Like the ebbing waves, this feeling in my chest subsides and returns once more.
I wonder why is that.
I find myself reading to William Blake's poetry nowadays. They have the quality I want to posses.
Though they can hardly smoother the flames sometimes.
I think, it's best to just stay at a distance and watch. The person whom I avoid, is actually a glass bottle. Once explodes, the shards will wound many people nearby.
Someone who gives out easily to anger... I'm sorry but I'm often disgusted in their acts.

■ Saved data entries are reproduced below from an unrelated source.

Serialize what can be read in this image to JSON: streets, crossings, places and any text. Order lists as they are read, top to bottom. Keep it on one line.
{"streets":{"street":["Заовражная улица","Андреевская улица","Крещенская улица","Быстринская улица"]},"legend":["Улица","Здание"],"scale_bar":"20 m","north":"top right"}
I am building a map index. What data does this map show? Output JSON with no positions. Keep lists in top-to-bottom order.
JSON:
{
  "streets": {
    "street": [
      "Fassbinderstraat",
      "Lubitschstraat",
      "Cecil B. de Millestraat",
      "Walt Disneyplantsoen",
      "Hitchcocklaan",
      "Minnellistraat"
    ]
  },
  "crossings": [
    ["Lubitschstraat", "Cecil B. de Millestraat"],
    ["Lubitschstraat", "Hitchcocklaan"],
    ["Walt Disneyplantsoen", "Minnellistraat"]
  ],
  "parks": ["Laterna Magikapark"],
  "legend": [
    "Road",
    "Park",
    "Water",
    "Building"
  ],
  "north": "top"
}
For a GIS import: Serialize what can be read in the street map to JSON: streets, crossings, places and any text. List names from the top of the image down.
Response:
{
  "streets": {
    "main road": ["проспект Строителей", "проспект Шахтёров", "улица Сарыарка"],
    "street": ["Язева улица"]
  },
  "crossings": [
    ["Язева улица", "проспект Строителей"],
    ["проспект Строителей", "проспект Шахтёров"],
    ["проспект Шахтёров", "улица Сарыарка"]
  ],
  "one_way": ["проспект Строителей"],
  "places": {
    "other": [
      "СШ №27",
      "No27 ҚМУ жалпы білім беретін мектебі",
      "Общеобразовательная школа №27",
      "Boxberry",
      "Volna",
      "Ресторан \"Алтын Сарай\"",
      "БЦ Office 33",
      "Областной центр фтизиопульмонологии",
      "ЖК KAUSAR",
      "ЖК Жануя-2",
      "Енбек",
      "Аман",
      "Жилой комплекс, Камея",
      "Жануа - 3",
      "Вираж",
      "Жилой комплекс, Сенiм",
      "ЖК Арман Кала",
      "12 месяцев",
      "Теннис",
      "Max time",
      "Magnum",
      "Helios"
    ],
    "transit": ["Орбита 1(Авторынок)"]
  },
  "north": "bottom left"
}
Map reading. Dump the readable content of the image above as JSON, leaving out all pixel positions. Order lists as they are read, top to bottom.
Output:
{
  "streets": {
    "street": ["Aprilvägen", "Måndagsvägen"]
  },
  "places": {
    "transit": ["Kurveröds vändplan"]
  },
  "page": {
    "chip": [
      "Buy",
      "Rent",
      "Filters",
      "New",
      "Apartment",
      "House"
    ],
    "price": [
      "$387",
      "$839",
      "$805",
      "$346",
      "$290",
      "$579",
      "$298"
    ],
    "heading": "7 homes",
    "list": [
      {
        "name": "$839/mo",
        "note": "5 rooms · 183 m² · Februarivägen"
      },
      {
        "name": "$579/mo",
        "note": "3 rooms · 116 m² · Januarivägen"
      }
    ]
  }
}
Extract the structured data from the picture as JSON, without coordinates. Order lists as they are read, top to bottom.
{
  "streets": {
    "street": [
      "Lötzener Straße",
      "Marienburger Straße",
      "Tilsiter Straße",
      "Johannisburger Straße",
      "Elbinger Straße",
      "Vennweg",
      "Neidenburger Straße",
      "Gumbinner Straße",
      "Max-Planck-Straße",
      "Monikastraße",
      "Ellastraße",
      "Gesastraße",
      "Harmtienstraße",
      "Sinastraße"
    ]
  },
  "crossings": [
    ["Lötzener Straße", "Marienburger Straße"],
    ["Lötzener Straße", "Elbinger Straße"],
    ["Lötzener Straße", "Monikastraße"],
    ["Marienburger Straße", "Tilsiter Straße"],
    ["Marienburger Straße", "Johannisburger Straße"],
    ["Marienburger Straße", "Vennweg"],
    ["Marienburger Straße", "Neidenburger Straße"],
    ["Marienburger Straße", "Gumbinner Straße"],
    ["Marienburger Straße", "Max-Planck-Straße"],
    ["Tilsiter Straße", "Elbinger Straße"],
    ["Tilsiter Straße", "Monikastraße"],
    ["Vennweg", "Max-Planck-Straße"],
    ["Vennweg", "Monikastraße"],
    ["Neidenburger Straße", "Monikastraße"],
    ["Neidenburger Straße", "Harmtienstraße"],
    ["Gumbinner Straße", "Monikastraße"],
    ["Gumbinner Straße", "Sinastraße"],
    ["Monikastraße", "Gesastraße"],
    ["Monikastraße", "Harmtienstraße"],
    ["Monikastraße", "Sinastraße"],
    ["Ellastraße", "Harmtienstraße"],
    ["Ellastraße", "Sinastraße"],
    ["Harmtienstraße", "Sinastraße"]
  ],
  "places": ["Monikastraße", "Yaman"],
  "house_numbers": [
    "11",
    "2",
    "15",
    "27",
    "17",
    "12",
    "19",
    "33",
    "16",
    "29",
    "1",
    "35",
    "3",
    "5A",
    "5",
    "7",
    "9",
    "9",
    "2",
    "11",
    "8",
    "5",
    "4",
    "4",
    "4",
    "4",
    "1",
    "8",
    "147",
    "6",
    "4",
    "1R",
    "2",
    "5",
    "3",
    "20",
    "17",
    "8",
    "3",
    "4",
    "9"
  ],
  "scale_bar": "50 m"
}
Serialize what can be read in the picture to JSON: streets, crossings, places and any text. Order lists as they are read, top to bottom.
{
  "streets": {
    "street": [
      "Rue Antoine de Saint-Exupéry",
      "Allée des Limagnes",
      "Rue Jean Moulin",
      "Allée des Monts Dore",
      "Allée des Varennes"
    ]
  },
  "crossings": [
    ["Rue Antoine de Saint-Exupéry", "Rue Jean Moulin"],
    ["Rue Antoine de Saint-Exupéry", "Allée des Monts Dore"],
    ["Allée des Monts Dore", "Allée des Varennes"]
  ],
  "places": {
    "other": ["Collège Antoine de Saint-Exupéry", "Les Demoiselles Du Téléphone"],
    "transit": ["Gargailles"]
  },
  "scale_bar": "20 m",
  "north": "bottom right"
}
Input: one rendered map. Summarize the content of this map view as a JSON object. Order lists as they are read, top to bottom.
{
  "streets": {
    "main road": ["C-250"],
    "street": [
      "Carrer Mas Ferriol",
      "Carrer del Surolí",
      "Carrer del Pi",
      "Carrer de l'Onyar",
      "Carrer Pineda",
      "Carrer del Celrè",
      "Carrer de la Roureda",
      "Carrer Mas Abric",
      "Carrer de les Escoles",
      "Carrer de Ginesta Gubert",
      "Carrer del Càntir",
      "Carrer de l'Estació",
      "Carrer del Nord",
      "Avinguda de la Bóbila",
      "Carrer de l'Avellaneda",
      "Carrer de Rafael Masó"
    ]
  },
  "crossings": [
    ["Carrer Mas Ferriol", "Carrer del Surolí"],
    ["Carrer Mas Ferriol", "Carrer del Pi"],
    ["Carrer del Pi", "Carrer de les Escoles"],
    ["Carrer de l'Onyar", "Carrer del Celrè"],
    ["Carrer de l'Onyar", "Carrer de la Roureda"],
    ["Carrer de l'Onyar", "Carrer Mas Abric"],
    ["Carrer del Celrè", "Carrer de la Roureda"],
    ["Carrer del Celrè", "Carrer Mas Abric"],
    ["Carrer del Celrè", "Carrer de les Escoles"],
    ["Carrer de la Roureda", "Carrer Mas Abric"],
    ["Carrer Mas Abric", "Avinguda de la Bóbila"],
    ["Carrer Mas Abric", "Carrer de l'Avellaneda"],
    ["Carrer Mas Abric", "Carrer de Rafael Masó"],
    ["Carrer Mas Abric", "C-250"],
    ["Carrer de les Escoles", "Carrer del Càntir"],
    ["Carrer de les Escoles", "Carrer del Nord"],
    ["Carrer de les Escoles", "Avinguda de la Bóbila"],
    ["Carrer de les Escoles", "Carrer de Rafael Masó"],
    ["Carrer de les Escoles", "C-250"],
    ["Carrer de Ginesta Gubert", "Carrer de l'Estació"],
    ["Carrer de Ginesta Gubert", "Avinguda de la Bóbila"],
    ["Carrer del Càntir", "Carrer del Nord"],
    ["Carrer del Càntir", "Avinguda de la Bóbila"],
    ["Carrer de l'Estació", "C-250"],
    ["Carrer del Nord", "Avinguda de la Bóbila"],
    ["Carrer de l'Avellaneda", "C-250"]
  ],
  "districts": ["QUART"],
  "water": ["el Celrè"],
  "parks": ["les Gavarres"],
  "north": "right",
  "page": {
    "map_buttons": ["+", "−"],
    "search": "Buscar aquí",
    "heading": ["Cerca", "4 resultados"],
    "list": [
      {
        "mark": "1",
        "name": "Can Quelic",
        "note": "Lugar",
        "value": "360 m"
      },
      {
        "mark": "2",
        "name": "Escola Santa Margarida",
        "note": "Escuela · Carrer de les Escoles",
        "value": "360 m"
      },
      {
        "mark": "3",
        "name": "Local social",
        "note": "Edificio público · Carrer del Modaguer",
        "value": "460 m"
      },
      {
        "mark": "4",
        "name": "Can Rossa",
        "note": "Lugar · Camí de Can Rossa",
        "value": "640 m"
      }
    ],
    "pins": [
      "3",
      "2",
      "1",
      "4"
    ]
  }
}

I have been exposed to that situation when I was still a small child. Someone lost his head and began his rampage in front of me.
Idiot. What an idiot.
I can't look at his face without remembering how his eyes were dark, burning with hatred when he threw his fists against the door. How he bellowed with a voice more animal than human while he let his destructive instinct took over his body, relinquised control to the mad black flame in his heart.
I don't have a very memorable childhood. At least, according to my own hazy memories...
But that scene was burnt deeply into my mind and is still are.
The fear... A child's mind is so pure and innocent. It captures a lot of things that will remain with him/her until they grow up.
I have been shaped by the horrors I faced during my period of upbringing. Though the family try their best to protect me...
...I'd say they tend to be one step too late.
It's okay.
Am I still in a chrysalis, or have emerged anew?
Chrysalis, a hard skin beneath the shedded one. It prevents any damage done to the developing body of the soon-to-be butterfly, from which it will break out from and spread out its wings.
A question finds its way into my mind, how does the caterpillar knows the right moment to emerge?
It doesn't.
It is simply a beast of instinct.
It does not think. It acts accordingly instantly.
Maybe we can learn something from it.